Por que fechas os olhos, quando podes sorrir? Por que arrombas portas, se existem chaves? Por que criticas, em vez de elogiar? Por que agrides, quando levas tanta ternura nas mãos? Por que levantas muros, se eles roubam a visão? Por que cortas as pontes, se elas aproximam as margens?
Por que desafinas, se sabes cantar? Por que perdes a cabeça, se isso nada resolve? Por que violentas, quando a simpatia consegue muito mais?
Por que ironizas, quando basta um pouco de humor? Por que mutilas, quando podes completar? Por que secas o rio, se amanhã terás sede novamente?

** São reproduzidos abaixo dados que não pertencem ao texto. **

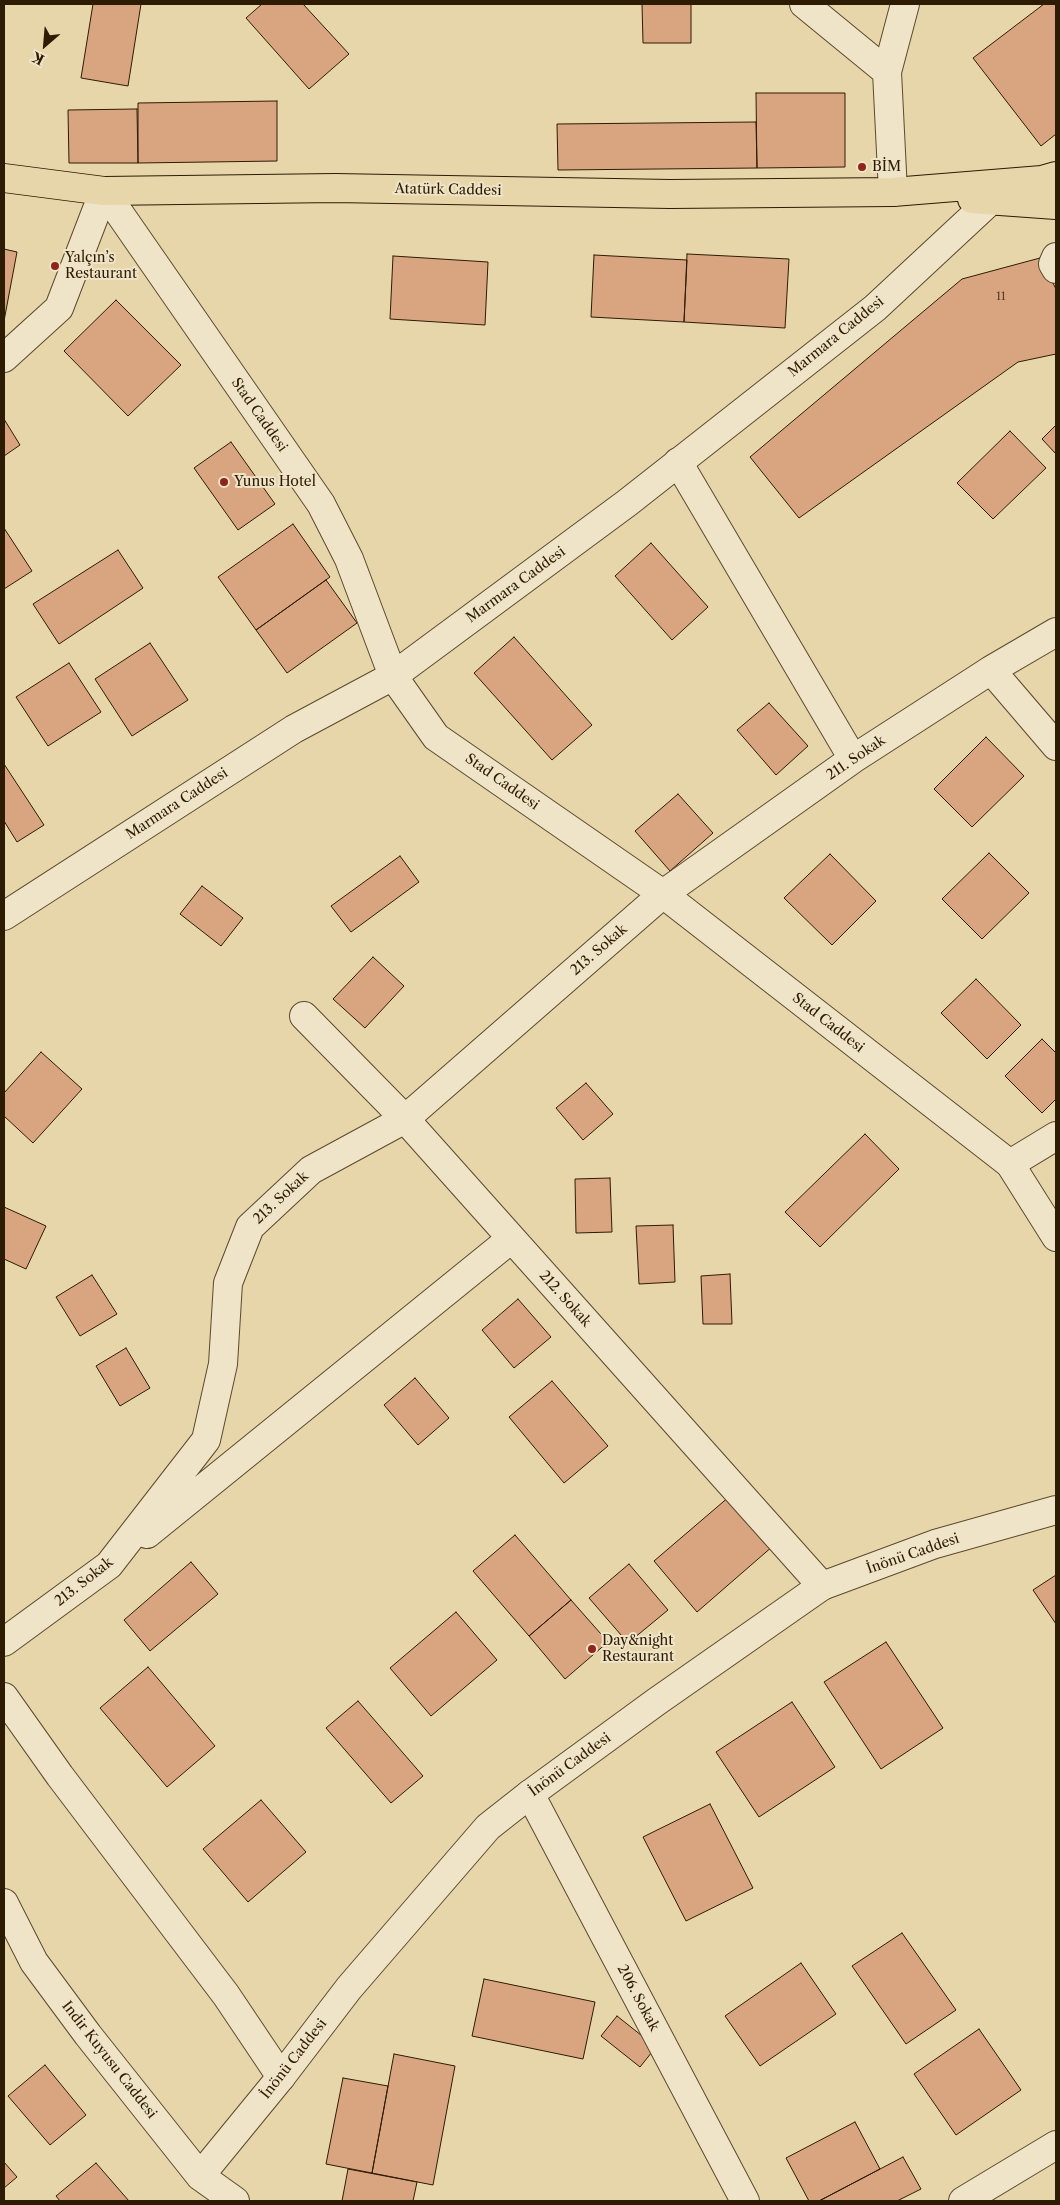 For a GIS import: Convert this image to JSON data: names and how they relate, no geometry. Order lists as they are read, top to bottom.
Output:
{
  "streets": {
    "main road": ["Atatürk Caddesi"],
    "street": [
      "Marmara Caddesi",
      "Stad Caddesi",
      "211. Sokak",
      "213. Sokak",
      "212. Sokak",
      "İnönü Caddesi",
      "206. Sokak",
      "Indir Kuyusu Caddesi"
    ]
  },
  "crossings": [
    ["Atatürk Caddesi", "Stad Caddesi"],
    ["Marmara Caddesi", "Stad Caddesi"],
    ["Stad Caddesi", "211. Sokak"],
    ["Stad Caddesi", "213. Sokak"],
    ["211. Sokak", "213. Sokak"],
    ["213. Sokak", "212. Sokak"],
    ["212. Sokak", "İnönü Caddesi"],
    ["İnönü Caddesi", "206. Sokak"],
    ["İnönü Caddesi", "Indir Kuyusu Caddesi"]
  ],
  "places": [
    "BİM",
    "Yalçın’s Restaurant",
    "Yunus Hotel",
    "Day&night Restaurant"
  ],
  "house_numbers": ["11"],
  "north": "bottom left"
}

Por que te precipitas, quando a serenidade é o caminho? Por que acampas na planície, quando a felicidade mora lá em cima, no alto? Por que foges, quando é melhor ficar? Por que te ausentas, se tantos pedem tua presença? Por que renegas a fonte, se lá iniciaste o percurso da vida? Por que teu olhar se desvia, quando Deus procura fixar-te?
Por que não dobras o joelho, se rezar é tão importante? Por que monólogos, se o diálogo é a melhor solução? Por que matas, quando podes dar vida? Por que odeias, sabendo que o amor preenche o coração?